Compared with other bacterial biofilm in vitro culture, the microplate method has the advantage of batch treatment, especially in the rapid operation of a large number of samples, so that the test can be maintained, so that the 96-well plate can even detect 384. Confucius. This method is widely used in bacterial biofilms. The microplate quantitative detection method can not only determine if the bacteria can form a biofilm, but also combine different staining methods, and can also quantify the ability of the bacteria to form organisms. This is very beneficial for laboratory biofilm research, and 96-well microplate quantitative detection is a method widely used in the laboratory to quantify the detection of bacterial biofilms.
Main reagents and instruments:
Polystyrene 96-well plate, PBS buffer, methanol, 1% crystalline hydrochromol, 33% glacial acetic acid solution, enzyme symbol or spectrophotometer.
Experimental steps:
(1) 100 μl of the culture solution was added to the respective holes of the 96-well polystyrene microplate culture plate, and 10 μl of the overnight culture solution was inoculated, incubated at 37 ° C for 36 hours.
(2) The culture fluid is sued, and 200 μl of sterile PBS buffer is added to each well, and the flat hole is washed 3 times;
(3) 100 μl of methanol was added to each well for 15 minutes, then the methanol in the culture well was then discharged;
(4) Add 100 μl of 1% crystalline hydrochromol to each well, and it is stained at room temperature for 5 minutes;
(5) After absorbing the crystalline purple colored liquid in the culture medium, the excess dye is flushed with flow water;
(6) Invert the plate on the filter paper to remove the residual water and dried in an oven at 37 ° C or dried at room temperature;
(7) After completely drying, 100 μl of 33% glacial acetic acid solution was added to each well, and 30 minutes were taken for 30 minutes at a thermostat of 37 ° C, and crystalline purple solution.

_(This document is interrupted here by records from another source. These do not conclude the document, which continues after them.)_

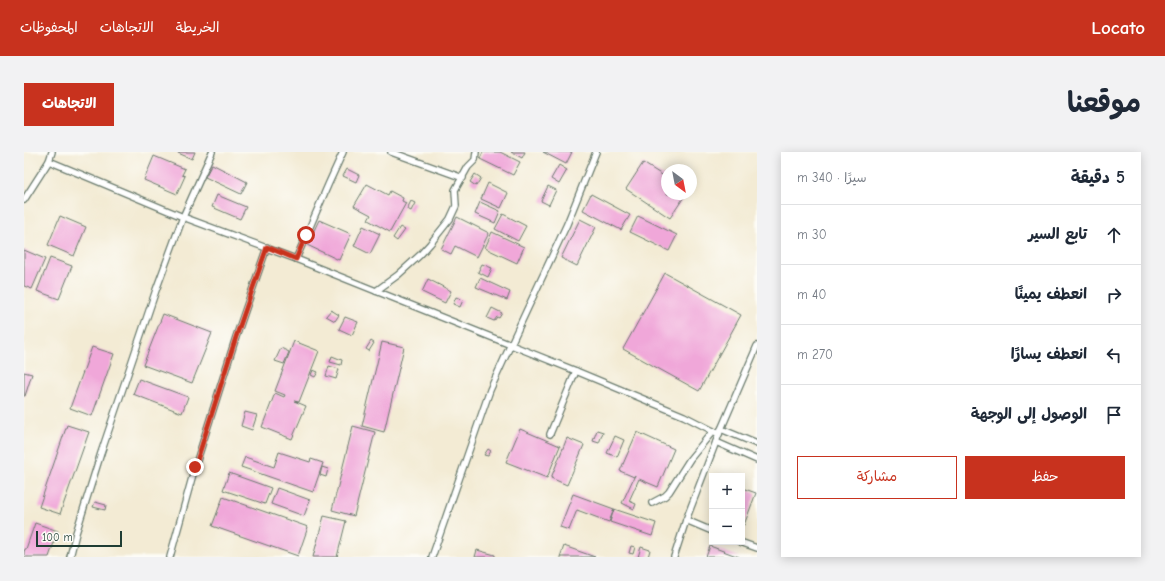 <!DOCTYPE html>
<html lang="ar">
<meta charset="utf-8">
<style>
:root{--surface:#fff;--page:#f2f2f3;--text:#1f2937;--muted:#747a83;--line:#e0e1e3;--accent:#c8321e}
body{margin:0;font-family:"Comic Neue","Playpen Sans Arabic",sans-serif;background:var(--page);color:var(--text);direction:rtl}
.controls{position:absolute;right:12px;bottom:12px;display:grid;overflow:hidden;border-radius:0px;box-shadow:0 2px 10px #0003}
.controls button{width:36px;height:36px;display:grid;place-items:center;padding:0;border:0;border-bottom:1px solid var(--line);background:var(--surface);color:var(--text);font:20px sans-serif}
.compass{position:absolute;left:637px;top:12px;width:36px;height:36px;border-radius:50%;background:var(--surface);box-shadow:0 2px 10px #0003;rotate:148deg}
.scale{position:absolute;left:12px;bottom:10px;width:86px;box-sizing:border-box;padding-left:4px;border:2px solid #1f3d34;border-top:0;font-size:11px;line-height:14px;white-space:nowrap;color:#1f3d34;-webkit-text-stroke:3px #fdfcf7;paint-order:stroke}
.stop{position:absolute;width:12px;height:12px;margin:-9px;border:3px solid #c8321e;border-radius:50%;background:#fff}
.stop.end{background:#c8321e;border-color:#fff;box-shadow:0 1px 4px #0008}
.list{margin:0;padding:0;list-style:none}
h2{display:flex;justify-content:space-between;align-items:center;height:52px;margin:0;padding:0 16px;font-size:17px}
h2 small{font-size:13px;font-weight:400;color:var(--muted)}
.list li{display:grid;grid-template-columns:26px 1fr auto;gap:12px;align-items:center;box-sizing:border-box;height:60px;padding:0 16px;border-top:1px solid var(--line)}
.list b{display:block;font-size:15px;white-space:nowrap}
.list em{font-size:13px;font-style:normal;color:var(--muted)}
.actions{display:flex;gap:8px;padding:12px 16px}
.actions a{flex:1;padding:9px 0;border:1px solid var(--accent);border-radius:0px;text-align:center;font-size:14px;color:var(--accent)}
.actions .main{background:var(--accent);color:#fff}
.icon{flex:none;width:22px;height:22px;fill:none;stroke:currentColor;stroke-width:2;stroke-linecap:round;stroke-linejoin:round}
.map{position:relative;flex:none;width:733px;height:405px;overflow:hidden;direction:ltr;border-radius:0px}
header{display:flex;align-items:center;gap:24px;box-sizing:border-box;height:56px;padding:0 20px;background:var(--accent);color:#fff}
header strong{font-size:19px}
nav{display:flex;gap:22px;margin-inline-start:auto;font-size:14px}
.intro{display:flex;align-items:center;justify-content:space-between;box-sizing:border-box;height:96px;padding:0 24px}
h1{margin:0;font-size:28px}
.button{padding:10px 18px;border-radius:0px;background:var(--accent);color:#fff;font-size:14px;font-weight:700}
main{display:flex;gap:24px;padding:0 24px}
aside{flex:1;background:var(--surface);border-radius:0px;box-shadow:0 2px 10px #0003}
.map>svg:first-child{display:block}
.building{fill:#f0a7d9}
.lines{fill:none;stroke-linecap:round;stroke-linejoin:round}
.minor-casing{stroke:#697a6c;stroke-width:8}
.minor{stroke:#fff;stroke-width:5.5}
.route{stroke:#c8321e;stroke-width:5}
</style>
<header>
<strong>Locato</strong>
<nav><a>الخريطة</a><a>الاتجاهات</a><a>المحفوظات</a></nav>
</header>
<div class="intro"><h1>موقعنا</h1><a class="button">الاتجاهات</a></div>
<main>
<aside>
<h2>5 دقيقة<small>سيرًا · 340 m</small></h2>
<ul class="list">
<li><svg class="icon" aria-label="ahead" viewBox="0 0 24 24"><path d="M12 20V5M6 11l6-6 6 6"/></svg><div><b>تابع السير</b></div><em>30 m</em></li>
<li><svg class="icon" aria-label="right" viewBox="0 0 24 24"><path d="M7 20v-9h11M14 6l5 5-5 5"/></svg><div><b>انعطف يمينًا</b></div><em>40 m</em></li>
<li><svg class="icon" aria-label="left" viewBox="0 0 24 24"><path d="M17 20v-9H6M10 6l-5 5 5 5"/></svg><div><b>انعطف يسارًا</b></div><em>270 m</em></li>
<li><svg class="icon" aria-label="arrive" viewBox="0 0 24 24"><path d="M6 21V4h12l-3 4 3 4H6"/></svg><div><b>الوصول إلى الوجهة</b></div></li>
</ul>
<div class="actions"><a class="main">حفظ</a><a>مشاركة</a></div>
</aside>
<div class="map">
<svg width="733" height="405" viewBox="0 0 733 405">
<rect width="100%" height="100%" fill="#fdfcf7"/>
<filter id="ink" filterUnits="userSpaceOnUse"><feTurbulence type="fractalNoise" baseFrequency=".025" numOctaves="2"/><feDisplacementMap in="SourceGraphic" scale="8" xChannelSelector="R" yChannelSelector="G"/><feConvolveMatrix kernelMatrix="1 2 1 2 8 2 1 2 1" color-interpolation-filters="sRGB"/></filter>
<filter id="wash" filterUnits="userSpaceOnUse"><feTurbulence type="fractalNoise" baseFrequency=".012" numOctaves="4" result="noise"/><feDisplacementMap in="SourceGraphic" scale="16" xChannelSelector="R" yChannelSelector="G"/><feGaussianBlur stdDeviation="0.9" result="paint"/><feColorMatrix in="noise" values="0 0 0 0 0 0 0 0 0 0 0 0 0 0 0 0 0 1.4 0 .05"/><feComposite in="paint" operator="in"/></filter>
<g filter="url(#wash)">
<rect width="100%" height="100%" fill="#f3ebd4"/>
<g id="blocks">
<g class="building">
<polygon points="154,0 171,0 168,7 154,1"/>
<polygon points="459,0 476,0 496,10 489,23 456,7"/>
<polygon points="487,0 501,0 498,6"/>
<polygon points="519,0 548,0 542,12"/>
<polygon points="130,4 161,17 158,23 161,24 153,42 120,28"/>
<polygon points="619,11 643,26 643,42 662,42 646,66 602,37"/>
<polygon points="188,12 223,30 217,42 181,25"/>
<polygon points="535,13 543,18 535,32 527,27"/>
<polygon points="323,17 335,23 332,30 319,24"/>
<polygon points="451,22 457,26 452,34 446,30"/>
<polygon points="464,31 484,41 477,56 457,47"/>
<polygon points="343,32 364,43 366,39 379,46 378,49 382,51 366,80 344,68 347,63 330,54"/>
<polygon points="524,34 532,38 525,53 517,49"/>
<polygon points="567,42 606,63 597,78 559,58"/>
<polygon points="193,43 222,55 216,67 188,55"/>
<polygon points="387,49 391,51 387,59 383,57"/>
<polygon points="456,50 476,59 471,71 451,62"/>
<polygon points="479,62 502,74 494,89 471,77"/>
<polygon points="36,64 62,75 50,104 24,93"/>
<polygon points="614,64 653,83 645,99 606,80"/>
<polygon points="433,65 465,81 453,105 431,94 427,102 417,97"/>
<polygon points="556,67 572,75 553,114 537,106"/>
<polygon points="295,68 327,82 315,108 283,93"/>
<polygon points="339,74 356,82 346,102 330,94"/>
<polygon points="376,75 381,78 373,89 369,86"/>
<polygon points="468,80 500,95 493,111 461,96"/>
<polygon points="0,98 21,107 8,137 0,134"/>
<polygon points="26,106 48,114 35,147 13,139"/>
<polygon points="458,112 468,116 464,125 454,120"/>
<polygon points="641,121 717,163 675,239 599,197"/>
<polygon points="456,126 486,140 483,148 452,135"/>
<polygon points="404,127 427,139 421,151 398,140"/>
<polygon points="432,145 439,148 436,155 429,152"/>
<polygon points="468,156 478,161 475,166 473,165 470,169 463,166"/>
<polygon points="307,158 315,163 311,169 302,164"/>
<polygon points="139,162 188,181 168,231 119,213"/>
<polygon points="321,165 334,170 328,183 315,177"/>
<polygon points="270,189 295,199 275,250 270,249 282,254 268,287 238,275 251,241 260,245 261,243 251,239"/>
<polygon points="347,189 350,191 345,199 342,197"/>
<polygon points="358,190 380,195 360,280 338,274"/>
<polygon points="68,195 90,202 68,264 46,256"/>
<polygon points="257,196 265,200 260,212 251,209"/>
<polygon points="308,204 318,208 317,213 306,210"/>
<polygon points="305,214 315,217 312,227 302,224"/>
<polygon points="289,218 294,220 291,225 287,223"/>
<polygon points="0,220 8,222 1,244 0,244"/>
<polygon points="115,227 164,245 158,261 109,242"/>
<polygon points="221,260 233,263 228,278 217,274"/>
<polygon points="43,273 65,280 36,362 15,355"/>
<polygon points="329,274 351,280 330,364 308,358"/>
<polygon points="496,277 536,294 523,326 482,310"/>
<polygon points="573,278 579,280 575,291 569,289"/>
<polygon points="613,280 650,297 634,335 615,327 605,349 612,352 610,357 598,351 611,323 610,325 596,319"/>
<polygon points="591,284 600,288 593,305 583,301"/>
<polygon points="543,286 560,293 543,333 527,326"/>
<polygon points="464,297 467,299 464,304 460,303"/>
<polygon points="255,300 286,310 287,307 299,311 289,340 217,315 221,305 250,315"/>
<polygon points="298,315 304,317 302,325 296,323"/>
<polygon points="205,321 247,336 241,352 199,338"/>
<polygon points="253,336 286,348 280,364 247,352"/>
<polygon points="718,336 732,341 720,373 718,373"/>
<polygon points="549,342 590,357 585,370 553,358 545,378 536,375"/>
<polygon points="199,345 284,375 274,404 188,374"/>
<polygon points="71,350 82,353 81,358 69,355"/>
<polygon points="590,357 632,371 628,384 586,370"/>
<polygon points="300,364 322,369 313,405 289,405"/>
<polygon points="11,371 34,379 25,405 0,405 0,400 1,397 2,397"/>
<polygon points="540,394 571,405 536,405"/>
<polygon points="607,394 611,395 609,402 605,401"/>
<polygon points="686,394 715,405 682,405"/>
<polygon points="617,395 626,398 624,405 614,405"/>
<polygon points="453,398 471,403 471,405 451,405"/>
</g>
</g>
</g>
<g filter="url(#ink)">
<use href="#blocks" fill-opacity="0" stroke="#697a6c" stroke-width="1"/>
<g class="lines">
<defs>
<g id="minor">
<polyline points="367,0 439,26"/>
<polyline points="25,9 159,65 272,107 552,219 660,264 695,282"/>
<polyline points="0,48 25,9 28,0"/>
<polyline points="272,107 304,33 319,0"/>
<polyline points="352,139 374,123 396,103 406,92 426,67 432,54 431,38 444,15 451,8 452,0"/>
<polyline points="697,277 733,292"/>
<polyline points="526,282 552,219"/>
<polyline points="692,290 733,308"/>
<polyline points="628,351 641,344 645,340 666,307 689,279"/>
<polyline points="662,368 688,379"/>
<polyline points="716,390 733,396"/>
<polyline points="46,405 52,381 77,301 132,138 159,65 188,0"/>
<polyline points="146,405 171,315 212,185 243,95"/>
<polyline points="408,405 466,238 487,192 543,72 572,0"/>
<polyline points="650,405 662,368 695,282 733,194"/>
</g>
</defs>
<use href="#minor" class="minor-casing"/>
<use href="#minor" class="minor"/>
</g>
</g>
<g class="lines" filter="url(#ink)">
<polyline class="route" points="171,315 212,185 243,95 272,107 282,83"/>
</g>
</svg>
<div class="controls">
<button>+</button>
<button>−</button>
</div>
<svg class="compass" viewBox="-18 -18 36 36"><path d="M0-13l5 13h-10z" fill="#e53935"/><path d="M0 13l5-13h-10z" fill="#747a83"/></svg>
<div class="scale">100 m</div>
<div class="stop" style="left:282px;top:83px"></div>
<div class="stop end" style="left:171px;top:315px"></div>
</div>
</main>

(8) Measure the OD value of the solution in the culture well by using the enzyme label;
(9) Repeat 3 holes for each strain in each test, and take three mean (D values) as the test value;
(10) The culture solution of the uncharged bacteria was used as a negative control, and the negative value was twice the limit value (DC).
The result is judged:
According to the D value, the strain can be divided into three categories:
(1) Biofilm formation force (D> 2 × DC);
(2) Biofilm formation is weak (DC
(3) No biofilm formation strain (D ≤ DC).